Situation
The development of large language models (LLMs) has surged in recent years, prompting many organisations to question how they can benefit from these advancements. However, before embarking on the LLM journey, it is crucial to identify the specific use cases where LLMs can add the most business value.
Without this understanding, organisations risk disappointing results, ineffective products, and wasted investments. ProRail, the Dutch railway management company, faced this challenge and sought to understand the value of LLMs for their operations.
Approach
To address this challenge, ProRail initiated five proof of concept projects, known as ‘pressure cooker’ projects, to explore the potential of LLMs in various business scenarios. Valcon was tasked with conducting one of these projects, focusing on improving the Rail Infra Catalogue (RIC), a large database containing design regulations and other documents essential for contractors, architects, and inspectors. The existing search engine for RIC was inefficient, making it difficult for users to quickly find the information they needed.

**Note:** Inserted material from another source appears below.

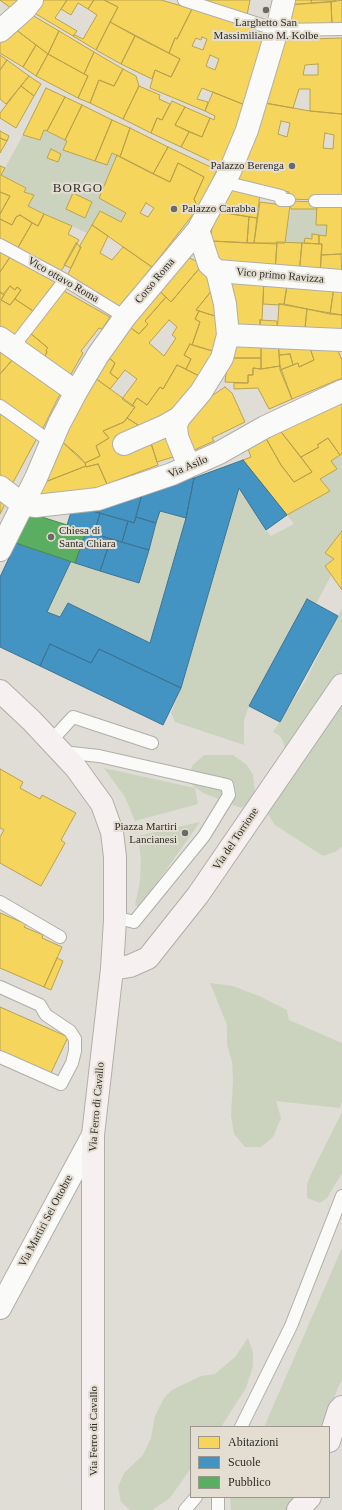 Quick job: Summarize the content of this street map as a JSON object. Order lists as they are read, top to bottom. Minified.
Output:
{"streets":{"street":["Vico primo Ravizza","Corso Roma","Via Asilo","Via del Torrione","Via Ferro di Cavallo","Via Martiri Sei Ottobre"],"lane":["Vico ottavo Roma"]},"crossings":[["Vico ottavo Roma","Corso Roma"],["Corso Roma","Via Asilo"],["Via del Torrione","Via Ferro di Cavallo"],["Via Ferro di Cavallo","Via Martiri Sei Ottobre"]],"districts":["BORGO"],"places":["Larghetto San Massimiliano M. Kolbe","Palazzo Berenga","Palazzo Carabba","Chiesa di Santa Chiara","Piazza Martiri Lancianesi"],"legend":["Abitazioni","Scuole","Pubblico"]} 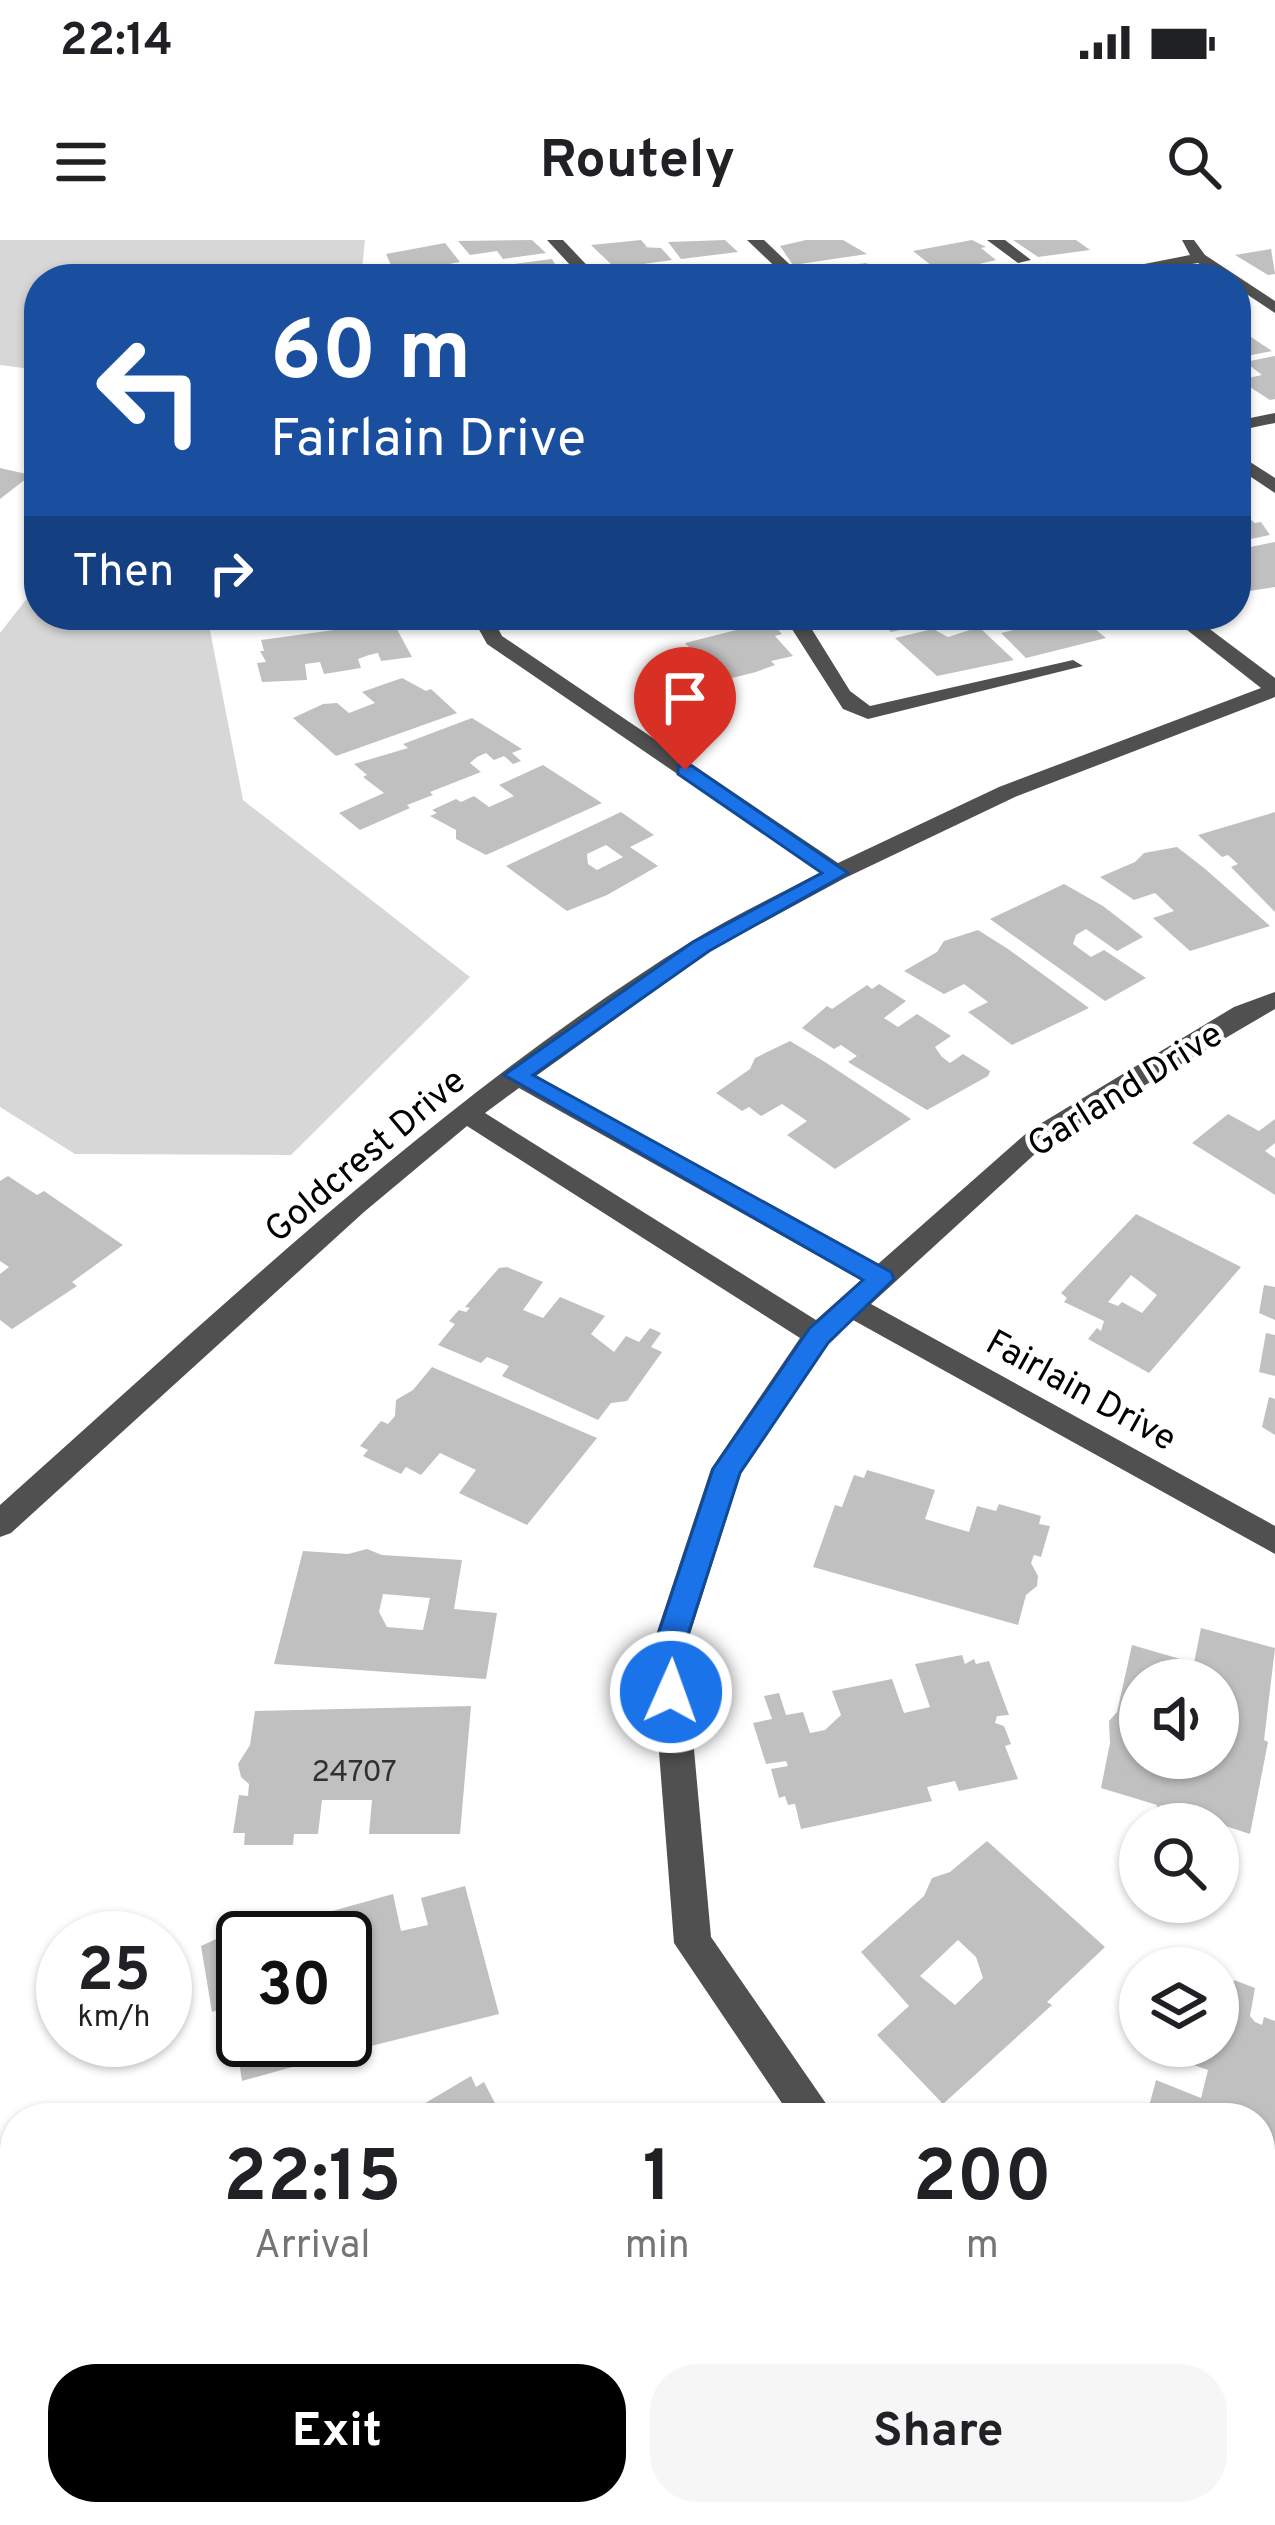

Valcon’s team of data scientists and business change consultants developed RICO, a chatbot prototype, in just one week. RICO is a Retrieval Augmented Generation (RAG) chatbot designed to answer questions about the design regulations in the RIC. It operates in two steps: first, it searches for relevant passages in the rail catalogue, and then it uses an LLM to generate easy-to-understand responses based on the retrieved information. RICO is specifically instructed to use only information from the catalogue and to avoid answering questions outside its scope.
Results
The implementation of RICO demonstrated significant business value for ProRail. After one week, Valcon showcased RICO to end users, who found it to be a substantial improvement over the existing search engine. RICO could accurately answer most questions and provide references to the original passages for information validation. This capability helped users quickly find and understand the information they needed, improving their efficiency.
Valcon also identified areas for further improvement, such as enhancing the document management system to increase the quality of answers and ensuring users are aware of the need to validate RICO’s responses due to its probabilistic nature. The successful collaboration between ProRail and Valcon highlighted the effectiveness of the pressure cooker approach in rapidly validating innovative LLM solutions. This low-risk method provided ProRail with a swift understanding of the potential impact and business value of AI, paving the way for future advancements.